The input of the Encoder is the preprocessed image, while the output of the Encoder is the latent vector. The input of the Decoder is that latent vector, while the output of the Decoder is the reconstructed image (scaled similar to the input image). The latent space is an abstract, multidimensional representation of the transformed or compressed image that is nominally one dimensional. Each element of that 1D vector can be interpreted as a learned feature over the dataset.

If we prioritised simplifying the feature space interpretability — and, say, focused on human face generation — then one of the features could represent eye shape or color, another could change the face shape, a third could effect the ear height, while a fourth could manipulate the hair style. From this perspective, the values of the latent vector could be a quantification of the features measured in the input image by the Encoder.

Similarly, changing the values of the latent vector elements before passing it through the Decoder could be akin to tuning a knob on the features of the reconstructed, human-face image. For a more casual user example, the latent space can be interpreted as a non-linear compression or compressed representation of the input image. Compression is, indeed, a well established use case for Autoencoders.

In reality, these features are often correlated and can be manipulated, but not necessarily act independently or linearly. The features are very often correlated along the non-linear transformations throughout the Encoder feature mappings. At the same time, it is reasonable to interpret the latent space as a collection of feature elements that represent the image dataset. In our toy example below, we will use a post-processing method to artificially constrain the distributions over our latent vectors to generate specific handwritten digits with increasing clarity.

Furthermore, there are variations on autoencoders where the latent vector is not explicitly defined. Instead, the output of the Encoder is simply passed through to the Decoder. These variants do not produce a vector that can be extracted, examined, and manipulated. The Encoder would instead output a matrix as an Encoded “image” or feature map that is still a sample from the latent space.

Nonetheless, because GenAI directly implements latent space manipulation as a key element of manipulating the output via user prompting, we will focus on the nominal Autoencoder variant that outputs an explicit vector within the latent space.

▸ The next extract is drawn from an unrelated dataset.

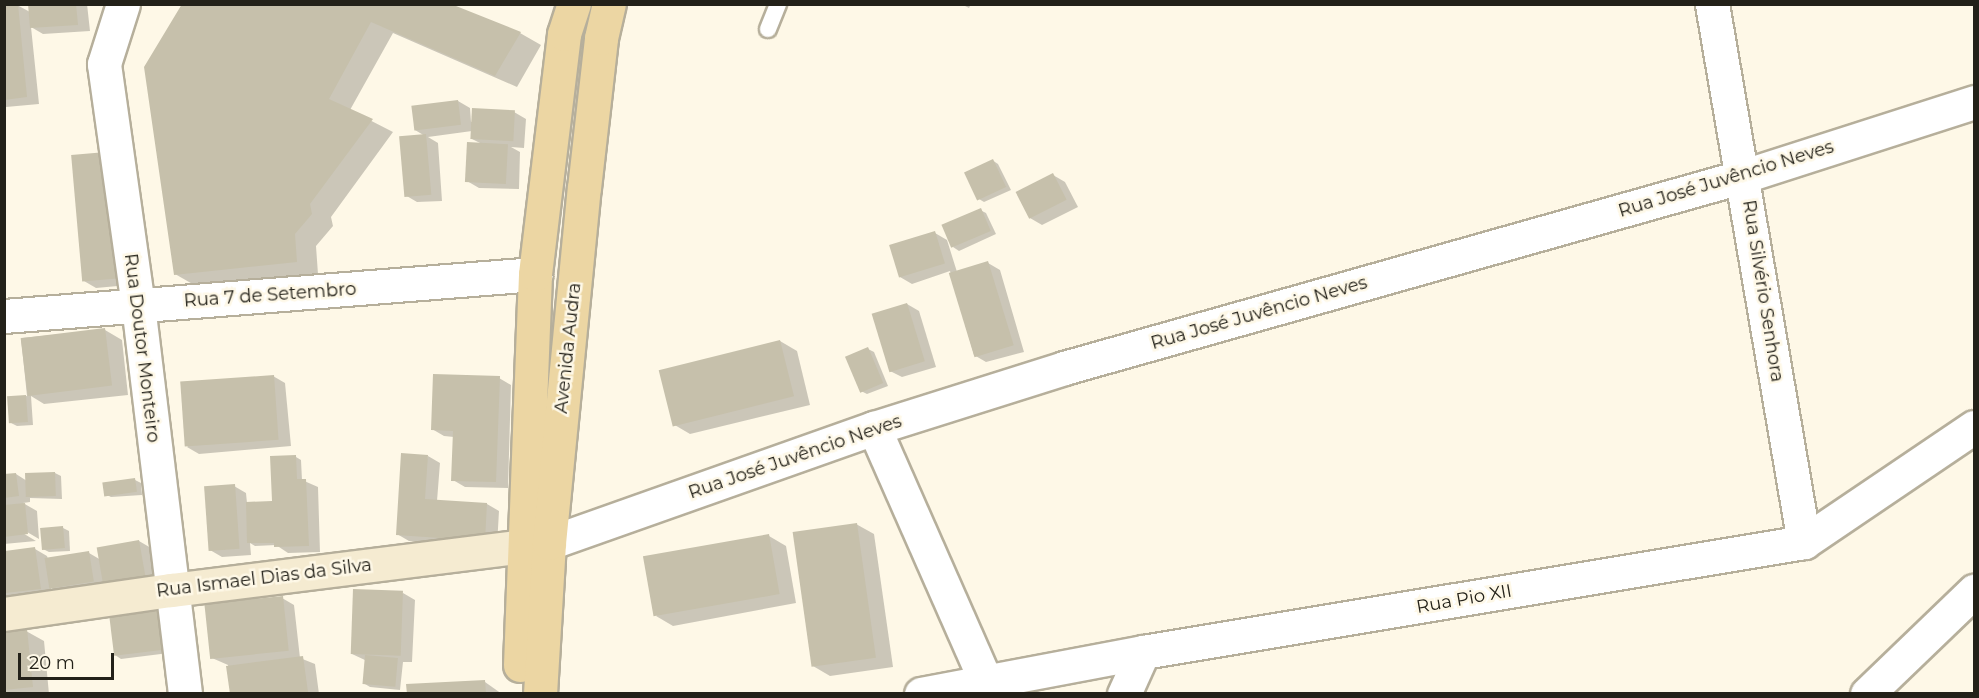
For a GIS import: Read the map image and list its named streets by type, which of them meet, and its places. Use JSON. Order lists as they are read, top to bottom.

In the context of dimensionality reduction, the latent vector is by definition smaller than the image itself. All the same, it contains as much of the original information that is necessary to reconstruct the output image with minimum error or loss. Because of this use case, the latent vector is sometimes referred to as the encoding or embedding vector.

This use case either uses the AE as a low pass filter (denoising) or only stores that necessary latent vector to reconstruct the image (compression). Furthermore, if we train an AE on a set of data, then we can compress that data into the set of latent vectors. Think of this as encoding on your computer, transmitting the latent vector via the internet, and decoding on another computer. If properly trained, the second computer could reconstruct the image to very high accuracy (i.e., low loss or error).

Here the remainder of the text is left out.